Tessa Charlotte Rampling , OBE (born February 5, 1946 in Sturmer , Braintree District , England ) is a British actress who has worked in numerous international film productions since the mid-1960s. She became famous through films such as Der Nachtportier , Zardoz , The Verdict , Swimming Pool and 45 Years .

Life

Youth and career start

Born to Isabel Anne (née Gurteen), a painter, and the British officer and track and field athlete Godfrey Rampling , Charlotte Rampling attended prestigious schools in France and England before embarking on a career as a model .

However, she soon said goodbye to this career and took a year of lessons at the London drama school The Royal Court . In Richard Lester's sex comedy The Knack (The Knack) had in 1965 with a brief appearance as waterskiing runner her first contact with the film.

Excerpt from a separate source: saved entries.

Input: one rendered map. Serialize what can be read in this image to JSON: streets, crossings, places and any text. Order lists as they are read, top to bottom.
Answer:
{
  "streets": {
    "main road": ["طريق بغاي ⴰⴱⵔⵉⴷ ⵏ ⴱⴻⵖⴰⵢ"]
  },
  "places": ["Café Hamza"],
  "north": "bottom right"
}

A year later she took on her first major role as a roommate of Lynn Redgrave in the comedy Georgy Girl . The supporting role made her known beyond Great Britain and gave her other role offers. In 1967 she appeared as an art shooter Hanna Wilde in the episode Fly without (The Superlative Seven) of the television series With Umbrella, Charm and Melon .

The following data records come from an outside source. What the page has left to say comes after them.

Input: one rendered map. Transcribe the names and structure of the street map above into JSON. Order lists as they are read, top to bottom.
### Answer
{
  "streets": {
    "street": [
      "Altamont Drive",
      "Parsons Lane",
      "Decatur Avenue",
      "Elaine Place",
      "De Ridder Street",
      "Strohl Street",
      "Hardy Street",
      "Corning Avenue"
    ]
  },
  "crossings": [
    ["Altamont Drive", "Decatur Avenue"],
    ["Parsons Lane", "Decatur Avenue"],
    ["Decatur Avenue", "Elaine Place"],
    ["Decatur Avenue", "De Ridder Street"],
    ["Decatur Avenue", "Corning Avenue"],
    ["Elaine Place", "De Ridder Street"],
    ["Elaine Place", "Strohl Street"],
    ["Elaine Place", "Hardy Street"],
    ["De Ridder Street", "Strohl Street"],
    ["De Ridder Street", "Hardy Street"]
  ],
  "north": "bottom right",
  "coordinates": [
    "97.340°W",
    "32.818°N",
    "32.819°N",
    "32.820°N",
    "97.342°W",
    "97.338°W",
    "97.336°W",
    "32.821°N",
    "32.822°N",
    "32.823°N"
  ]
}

Appearances in Italian films

In her home country, however, mostly superficial comedies were filmed in the late 1960s. The roles offered were therefore, according to Rampling, "dollybirds, and girls following plots, and girlfriend of the hero" (German: "Little dolls, girls who devise schemes and the hero's girlfriend"). In search of more exciting roles, she turned to Italian cinema and took on a supporting role in Luchino Visconti's controversial political drama The Damned .

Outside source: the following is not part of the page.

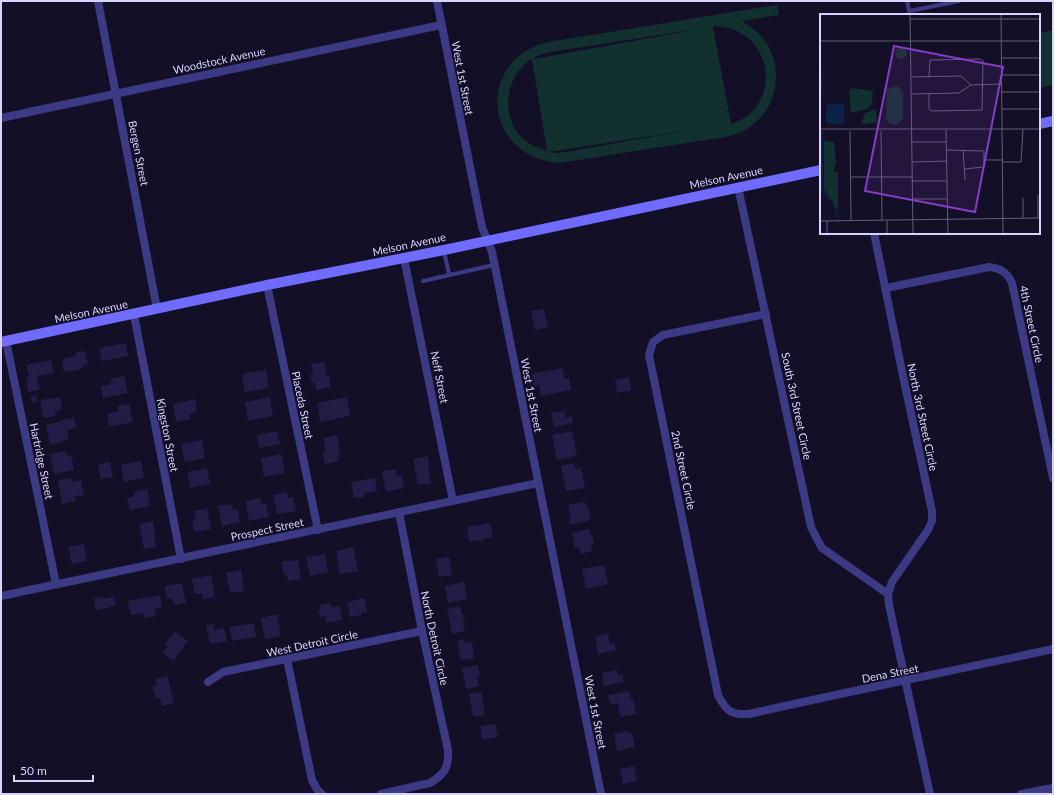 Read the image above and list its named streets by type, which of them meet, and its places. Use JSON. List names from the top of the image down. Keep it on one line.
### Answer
{"streets":{"street":["Woodstock Avenue","West 1st Street","Bergen Street","Melson Avenue","4th Street Circle","Neff Street","Placeda Street","South 3rd Street Circle","North 3rd Street Circle","Kingston Street","Hartridge Street","2nd Street Circle","Prospect Street","North Detroit Circle","West Detroit Circle","Dena Street"]},"crossings":[["Woodstock Avenue","West 1st Street"],["Woodstock Avenue","Bergen Street"],["West 1st Street","Melson Avenue"],["West 1st Street","Prospect Street"],["Bergen Street","Melson Avenue"],["Melson Avenue","Neff Street"],["Melson Avenue","Placeda Street"],["Melson Avenue","South 3rd Street Circle"],["Melson Avenue","Kingston Street"],["Melson Avenue","Hartridge Street"],["4th Street Circle","North 3rd Street Circle"],["Neff Street","Prospect Street"],["Placeda Street","Prospect Street"],["South 3rd Street Circle","North 3rd Street Circle"],["South 3rd Street Circle","2nd Street Circle"],["Kingston Street","Prospect Street"],["Hartridge Street","Prospect Street"],["2nd Street Circle","Dena Street"],["Prospect Street","North Detroit Circle"],["North Detroit Circle","West Detroit Circle"]],"scale_bar":"50 m"}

Until the mid-1970s she worked in many Italian productions, including in 1974 in Liliana Cavani's The Night Porter , which triggered a major scandal because he had a sadomasochistic relationship between the former concentration camp guard ( Dirk Bogarde ) and his female prisoner (Rampling) portrays. The film was banned in Italy and sparked heated debates among European and US film critics.

Hollywood

However, her appearance in this film propelled her career forward and drew the attention of directors such as Woody Allen , Sidney Lumet and Alan Parker to her. Directed and alongside Allen, she took on the female lead in Stardust Memories in 1980 . Since she was offered complicated female roles from now on, she worked mostly in Europe in the 1980s.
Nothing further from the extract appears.